Segment Start: Exercise data
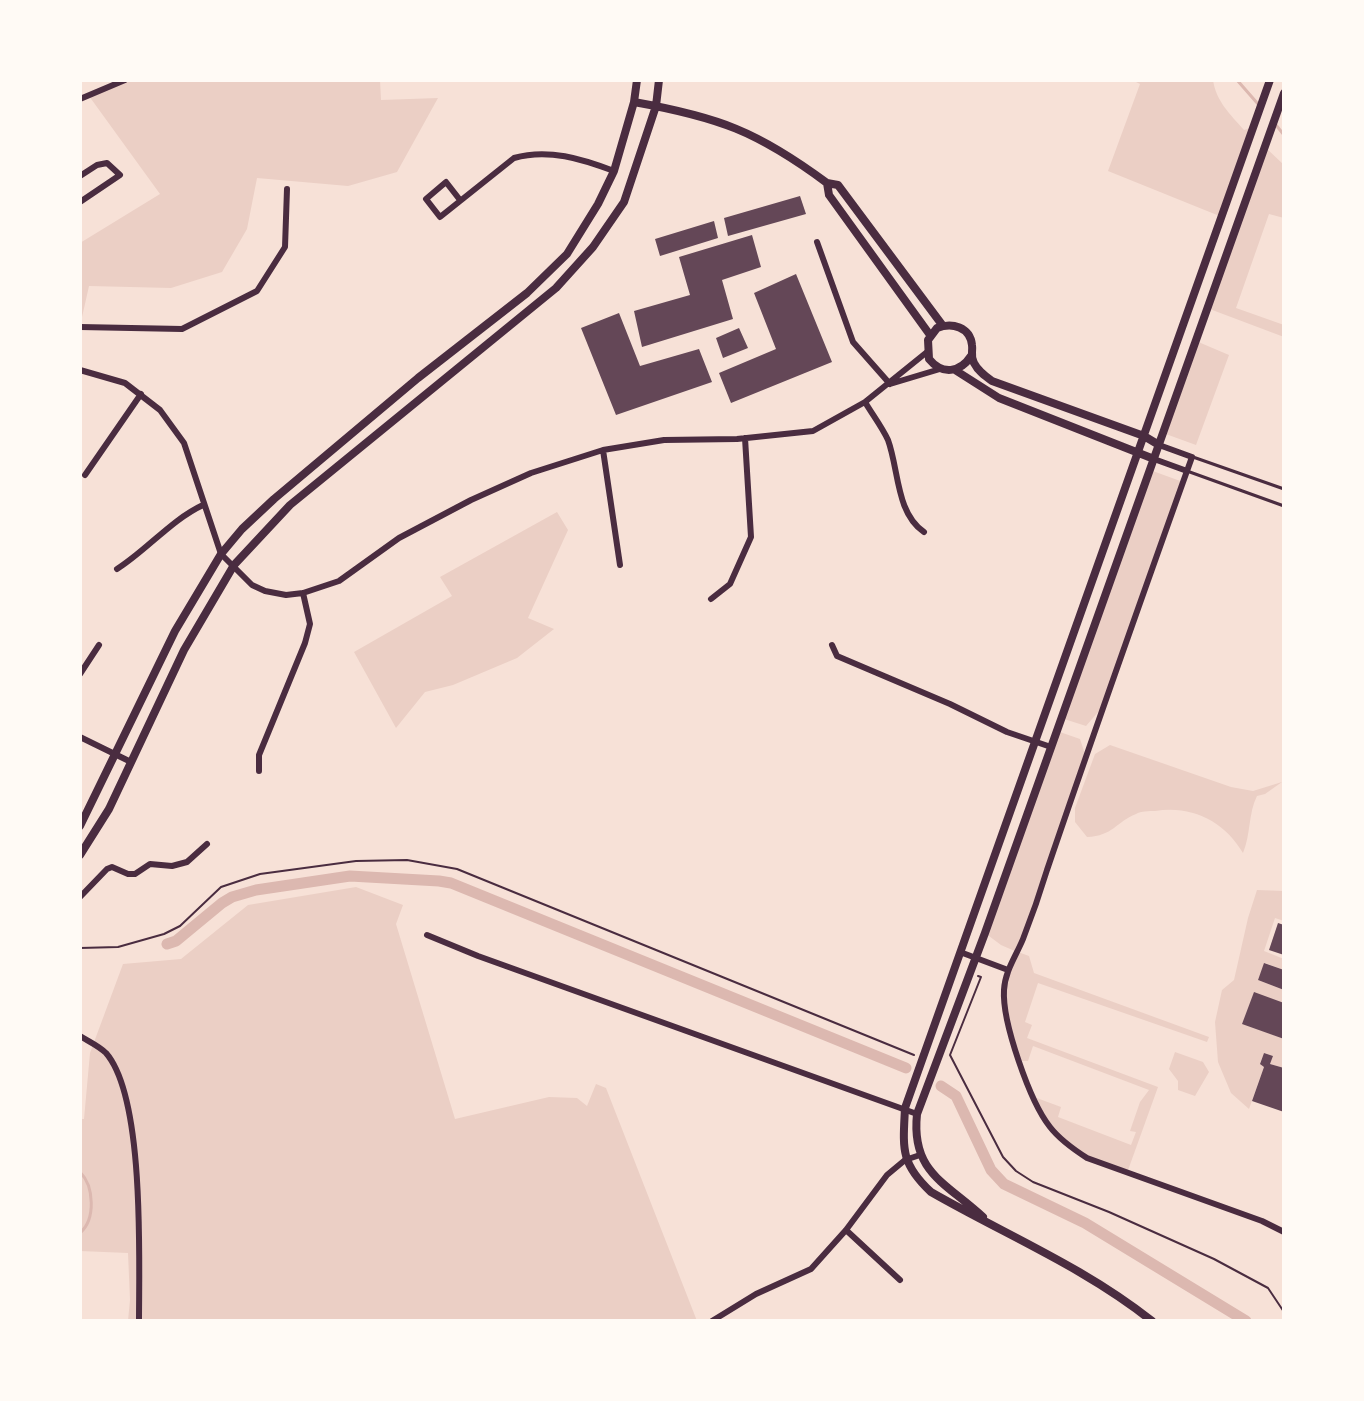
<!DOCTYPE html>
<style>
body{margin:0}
#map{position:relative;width:1364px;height:1401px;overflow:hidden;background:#f7e1d7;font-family:Inter,sans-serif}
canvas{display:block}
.frame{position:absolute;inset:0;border:82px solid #fffaf5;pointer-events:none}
</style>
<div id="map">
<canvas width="1364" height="1401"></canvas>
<div class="frame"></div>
</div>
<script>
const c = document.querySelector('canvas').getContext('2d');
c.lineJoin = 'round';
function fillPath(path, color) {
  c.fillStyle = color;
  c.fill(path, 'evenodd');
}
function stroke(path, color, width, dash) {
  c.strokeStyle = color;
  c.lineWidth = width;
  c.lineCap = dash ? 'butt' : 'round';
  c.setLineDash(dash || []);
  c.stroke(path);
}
fillPath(new Path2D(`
 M126,80H380L381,100L438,98L397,172L348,186L257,178L247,229L222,272L171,288L89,286L80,326V243L160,194L89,96Z
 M1132,80H1213C1216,101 1230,114 1244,130L1254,127L1222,217L1108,171L1140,84Z
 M1265,147L1284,165V218L1269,214L1236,308L1284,325V337L1207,308Z
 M1196,341L1229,355L1196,445L1163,433Z
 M1150,470L1183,482L1105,704L1086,726L1061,718Z
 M557,512L568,530L528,618L554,629L517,658L453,685L425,692L396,728L354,652L452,596L440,577Z
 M1057,731L1080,739L1086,757L1018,952L1029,956L1034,973L1209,1037L1207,1042L1038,983L1025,1022L1032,1025L1027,1038L1158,1087L1127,1173C1080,1155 1058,1144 1034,1097L1061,1107L1058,1117L1131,1145L1136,1132L1130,1131L1140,1102L1149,1090L1033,1046L1028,1061H1019L1004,991L1017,952L1001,945L985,933Z
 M1110,745L1231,787L1253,791L1282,782L1265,794L1257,796C1248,814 1251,834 1243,853C1224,821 1192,805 1155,811C1149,811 1141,811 1136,814C1116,822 1113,836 1087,837L1075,822V808L1095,754Z
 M356,887L403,905L396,924L455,1119L549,1097L577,1098L587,1106L596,1084L606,1088L697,1321H128L130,1300L128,1253L80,1251V1119H84L90,1053L123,964L181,959L248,905Z
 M1257,890L1284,891V921L1275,918L1264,951L1284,959V970L1265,963L1258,980L1284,990V1003L1242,1023L1284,1039V1068L1270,1064L1273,1056L1264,1053L1260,1063L1264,1067L1249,1109L1231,1093L1218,1062L1215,1022L1222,990L1234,980L1248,918Z
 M1175,1052L1203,1062L1209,1072L1195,1096L1178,1090V1081L1169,1069Z`), '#ebcfc5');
stroke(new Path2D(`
 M1237,80L1258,104
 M1276,125L1284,135
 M80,1172C94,1186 96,1219 80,1233`), '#dcb8b0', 3);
stroke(new Path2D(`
 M167,944L176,941L222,903L232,897L256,890L350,876L439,881L451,883L906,1068
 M941,1086L956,1096L991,1170L1004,1184L1085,1223L1246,1321`), '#dcb8b0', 11);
fillPath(new Path2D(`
 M800,196L806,214L728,236L724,218Z
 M714,221L718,238L660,256L655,239Z
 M752,235L761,267L722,280L733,319L642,347L634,311L690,295L679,257Z
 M796,274L832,362L731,403L719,373L776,349L754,293Z
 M619,313L640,366L699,349L712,382L616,415L581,328Z
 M739,328L748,348L723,358L716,338Z
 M1278,923L1284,925V955L1269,950Z
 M1264,963L1284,970V990L1258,980Z
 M1254,992L1284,1003V1039L1242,1024Z
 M1264,1053L1273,1056L1270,1064L1284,1068V1112L1252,1101L1264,1067L1260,1064Z`), '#644757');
stroke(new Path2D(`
 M80,948L118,947L164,934L180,926L221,887L260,874L356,861L407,860L457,869L914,1055
 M978,976L981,977L950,1055L1003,1157L1016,1171L1033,1182L1109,1212L1214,1259L1268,1288L1284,1312`), '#4a2c40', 2);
stroke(new Path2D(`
 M1193,457L1284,489
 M1187,471L1284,506`), '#4a2c40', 3);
stroke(new Path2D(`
 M80,99L125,80
 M80,176L97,165L107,163L120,175L80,202
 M460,200L446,182L426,199L440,217L514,158C548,148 582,159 614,171
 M817,242L853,342L890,384
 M80,327L182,329L257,291L285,247L287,189
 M80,370L125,383L160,410L184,443L221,554L252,585L265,591L286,595L303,593L339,581L399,538L471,500L531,473L603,450L664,440L737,439L813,431L865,402L927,352
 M890,384L940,369
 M865,402C872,414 882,427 888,440C899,470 896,513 924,532
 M1159,445L1192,457C1143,594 1094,732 1047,870C1040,893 1032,916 1023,939C1016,956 1005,971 1004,990C1002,1022 1030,1102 1050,1127C1060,1140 1073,1149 1087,1158L1262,1221L1284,1232
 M603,450L620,565
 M1154,459L1187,471
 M85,475L141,394
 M117,569C147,550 171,520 203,505
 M711,599L730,584L751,537L745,438
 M832,645L837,656L950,704L1007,732L1051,747
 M80,674L99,645
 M80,737L131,762
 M259,771V755L305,643L310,624L303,593
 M80,897L107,869L112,867L128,874H135L150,864L172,866L187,862L207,844
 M427,935L478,956L917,1114
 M960,952L1008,970
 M80,1036C88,1041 99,1046 106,1053C145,1098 139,1261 139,1321
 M846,1230L900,1280
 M712,1321L756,1294L811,1269L846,1230L887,1175L905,1160L920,1155`), '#4a2c40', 6);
stroke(new Path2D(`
 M634,102C718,117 757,131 827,183L838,185L943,326
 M827,183L829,195L930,335
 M971,356C960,373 942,375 929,359L928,340L937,328C952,322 970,327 972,345C973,352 970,356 974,363C978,371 985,376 992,381L1144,436L1159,445
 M955,370L999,398L1154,459
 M80,826L175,631L221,554L242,529L274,499L418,378L527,293L567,254L598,204L614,171L634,102L637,80
 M80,855L109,809L184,650L234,565L290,505L556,288L593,247L624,202L656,106L659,80
 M983,1217C945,1182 911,1172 917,1114L985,933L1284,93
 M1152,1321C1084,1267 1006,1235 931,1192C900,1163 903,1148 905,1108L1270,80`), '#4a2c40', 8);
</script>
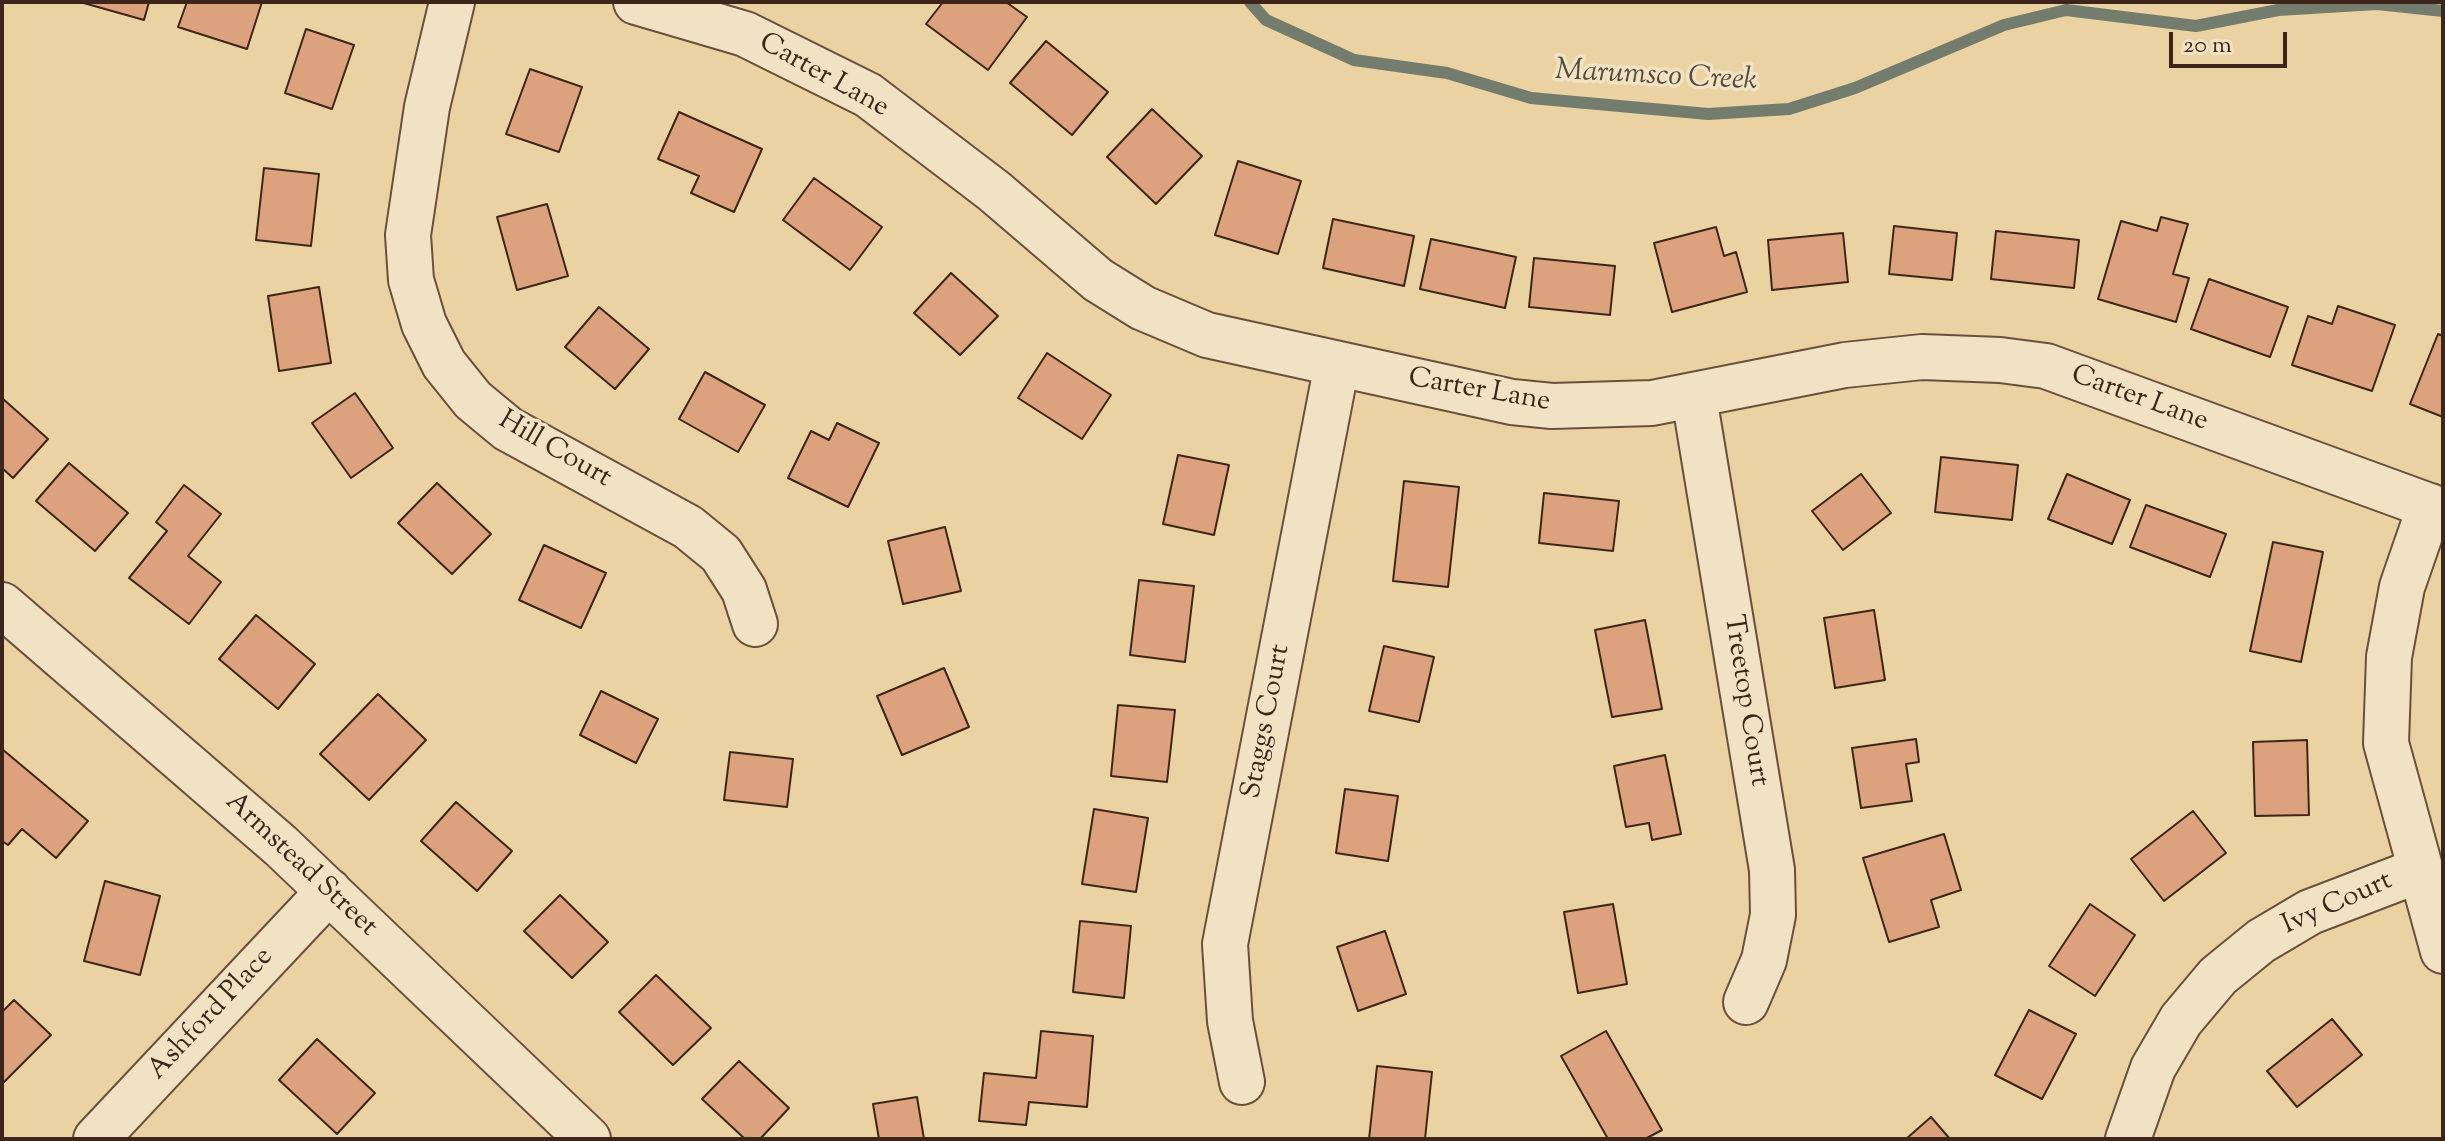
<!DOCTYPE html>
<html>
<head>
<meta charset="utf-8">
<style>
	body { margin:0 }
	#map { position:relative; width:2445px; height:1141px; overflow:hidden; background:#ead2a2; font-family:"Sorts Mill Goudy",serif }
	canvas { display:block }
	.frame { position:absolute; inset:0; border:4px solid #3e251c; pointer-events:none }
	.scale { position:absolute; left:2169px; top:32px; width:118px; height:36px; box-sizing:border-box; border:4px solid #3e251c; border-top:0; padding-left:10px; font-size:24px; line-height:28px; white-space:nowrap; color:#3e251c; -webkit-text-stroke:6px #f1e2c3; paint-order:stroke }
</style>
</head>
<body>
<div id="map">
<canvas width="2445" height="1141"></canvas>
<div class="frame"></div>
<div class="scale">20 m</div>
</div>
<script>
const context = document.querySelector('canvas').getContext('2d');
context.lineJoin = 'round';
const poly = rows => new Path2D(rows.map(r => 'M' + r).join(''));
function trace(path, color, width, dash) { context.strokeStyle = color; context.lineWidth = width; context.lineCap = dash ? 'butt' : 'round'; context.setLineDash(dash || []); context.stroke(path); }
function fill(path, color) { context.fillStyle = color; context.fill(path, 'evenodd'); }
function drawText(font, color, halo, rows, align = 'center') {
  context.font = font + ' "Sorts Mill Goudy",serif'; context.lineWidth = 7; context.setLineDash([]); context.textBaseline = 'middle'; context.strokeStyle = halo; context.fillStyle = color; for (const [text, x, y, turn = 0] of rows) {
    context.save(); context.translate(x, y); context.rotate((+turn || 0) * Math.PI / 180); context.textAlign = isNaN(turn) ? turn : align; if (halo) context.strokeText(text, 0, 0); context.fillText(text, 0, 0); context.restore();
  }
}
trace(poly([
	[1250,2,1266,20,1354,60,1447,73,1531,98,1708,114,1789,109,1855,88,2004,25,2066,10,2196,26,2278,10,2377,4,2443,11]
]), '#747d6d', 12);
const building = poly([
	[80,2,149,2,144,20,80,2],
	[187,2,262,2,247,49,178,27,187,2],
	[943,2,1006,2,1027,17,988,70,926,24,943,2],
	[306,29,354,45,332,109,285,93,306,29],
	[1046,41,1108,92,1072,135,1010,83,1046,41],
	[530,69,582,87,559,152,506,134,530,69],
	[1152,109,1202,156,1156,204,1107,157,1152,109],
	[679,112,762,149,734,212,691,193,699,176,658,159,679,112],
	[1238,161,1301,181,1278,254,1215,235,1238,161],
	[264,168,319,174,311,246,256,240,264,168],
	[814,178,882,227,850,270,783,220,814,178],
	[547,204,568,276,517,290,497,217,547,204],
	[2161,217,2188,224,2173,274,2189,278,2176,322,2098,299,2121,221,2157,231,2161,217],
	[1333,219,1414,236,1404,286,1323,268,1333,219],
	[1894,226,1957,233,1952,280,1889,274,1894,226],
	[1716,227,1724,256,1736,252,1747,292,1672,312,1654,243,1716,227],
	[1996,231,2079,240,2074,288,1991,279,1996,231],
	[1843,233,1848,282,1772,290,1768,240,1843,233],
	[1431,239,1516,257,1505,308,1420,289,1431,239],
	[1534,258,1615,266,1610,315,1529,307,1534,258],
	[951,273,998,316,960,355,914,313,951,273],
	[2209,279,2288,307,2270,357,2191,329,2209,279],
	[319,287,331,363,279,371,268,296,319,287],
	[2338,306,2395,325,2372,391,2292,365,2308,316,2332,324,2338,306],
	[599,307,649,349,615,389,565,347,599,307],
	[2438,334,2443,336,2443,417,2410,404,2438,334],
	[1047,353,1111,395,1082,439,1018,398,1047,353],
	[705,372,765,405,738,452,679,419,705,372],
	[355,393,393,448,351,478,312,423,355,393],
	[2,398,48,439,13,478,2,468,2,398],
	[837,423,879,443,848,507,788,478,811,431,829,440,837,423],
	[1178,455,1229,465,1214,535,1163,524,1178,455],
	[1941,457,2018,465,2012,520,1935,512,1941,457],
	[69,463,128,513,95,551,36,501,69,463],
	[1861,474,1891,513,1843,550,1812,511,1861,474],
	[2067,474,2130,500,2112,544,2048,519,2067,474],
	[1404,481,1459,487,1448,587,1393,581,1404,481],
	[437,483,491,534,452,574,398,523,437,483],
	[184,485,221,514,188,556,221,582,189,624,129,578,167,531,156,522,184,485],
	[1544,493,1619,501,1613,551,1539,543,1544,493],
	[2146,505,2226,534,2210,577,2130,547,2146,505],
	[945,527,961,591,903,604,888,541,945,527],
	[2273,542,2323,552,2301,662,2250,651,2273,542],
	[544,545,606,573,581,628,519,600,544,545],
	[1139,580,1194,586,1185,662,1130,655,1139,580],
	[1874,610,1885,680,1835,688,1824,618,1874,610],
	[256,615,315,664,278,709,219,659,256,615],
	[1645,620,1662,709,1612,717,1595,630,1645,620],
	[1384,646,1434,657,1419,722,1369,711,1384,646],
	[944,668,969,727,902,755,877,696,944,668],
	[601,691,658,719,636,763,580,735,601,691],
	[378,694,426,740,369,800,320,754,378,694],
	[1118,705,1175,710,1167,782,1111,776,1118,705],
	[1916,739,1919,762,1906,764,1912,801,1861,808,1852,748,1916,739],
	[2307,740,2309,815,2255,816,2253,742,2307,740],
	[2,749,88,821,56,858,22,829,8,845,2,841,2,749],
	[730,752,793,759,787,807,724,800,730,752],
	[1665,755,1681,834,1652,840,1649,823,1626,827,1614,766,1665,755],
	[1345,789,1398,796,1388,861,1336,853,1345,789],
	[456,802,512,851,477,891,421,841,456,802],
	[1094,809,1148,818,1136,892,1082,884,1094,809],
	[2193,811,2226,853,2164,901,2131,859,2193,811],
	[1944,834,1961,890,1931,900,1939,927,1889,942,1863,858,1944,834],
	[105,881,160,896,140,975,84,961,105,881],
	[560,895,608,942,572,978,524,931,560,895],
	[1613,904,1627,984,1578,993,1564,912,1613,904],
	[2090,904,2135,935,2095,996,2049,966,2090,904],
	[1080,921,1131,926,1124,998,1073,992,1080,921],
	[1385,931,1406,994,1358,1011,1337,947,1385,931],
	[656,975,711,1028,673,1065,619,1012,656,975],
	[14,1000,51,1035,2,1084,2,1012,14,1000],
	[2029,1010,2076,1034,2042,1099,1995,1075,2029,1010],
	[2332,1019,2362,1055,2297,1107,2267,1071,2332,1019],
	[1041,1031,1093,1036,1087,1107,1029,1102,1026,1125,979,1121,984,1073,1036,1078,1041,1031],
	[1606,1031,1662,1130,1645,1139,1608,1139,1561,1056,1606,1031],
	[317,1039,375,1093,337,1134,279,1080,317,1039],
	[739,1061,789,1108,760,1139,745,1139,702,1099,739,1061],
	[1377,1066,1432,1072,1425,1139,1369,1139,1377,1066],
	[917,1097,924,1139,879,1139,873,1104,917,1097],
	[1931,1117,1950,1139,1906,1139,1931,1117]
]);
fill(building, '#dca17d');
trace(building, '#3e251c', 2);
const minor = poly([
	[452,2,427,107,408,235,411,280,424,324,444,364,473,400,508,429,688,527,721,554,744,590,755,624],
	[636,2,745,34,868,95,994,191,1098,280,1143,308,1207,335,1512,402,1552,406,1652,403,1845,365,1922,357,2000,360,2046,366,2443,511],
	[1694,397,1772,870,1773,915,1764,960,1746,1002],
	[2430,506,2402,587,2389,657,2386,743,2443,951],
	[2,605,281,846,588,1139],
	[1242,1082,1230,1021,1225,944,1337,364],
	[96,1139,329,891],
	[2128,1139,2153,1068,2181,1020,2218,976,2261,941,2310,912,2420,870]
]);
trace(minor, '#69503e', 48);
trace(minor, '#f1e2c3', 44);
drawText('28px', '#3e251c', '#f1e2c3', [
	["Carter Lane",823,77,29],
	["Carter Lane",1479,392,10],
	["Carter Lane",2139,400,20],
	["Hill Court",554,451,30],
	["Treetop Court",1744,701,81],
	["Staggs Court",1268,722,-79],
	["Armstead Street",300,866,43],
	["Ivy Court",2338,905,-24],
	["Ashford Place",212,1015,-47]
]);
drawText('italic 30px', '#544a3e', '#f1e2c3', [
	["Marumsco Creek",1656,78,3]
]);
</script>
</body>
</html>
Segment End: Exercise data
What the task asks ▸
Working through the records, copy each line in which the word "lineWidth" appears.

Answer space ▸
  c.lineWidth = width;
function trace(path, color, width, dash) { context.strokeStyle = color; context.lineWidth = width; context.lineCap = dash ? 'butt' : 'round'; context.setLineDash(dash || []); context.stroke(path); }
  context.font = font + ' "Sorts Mill Goudy",serif'; context.lineWidth = 7; context.setLineDash([]); context.textBaseline = 'middle'; context.strokeStyle = halo; context.fillStyle = color; for (const [text, x, y, turn = 0] of rows) {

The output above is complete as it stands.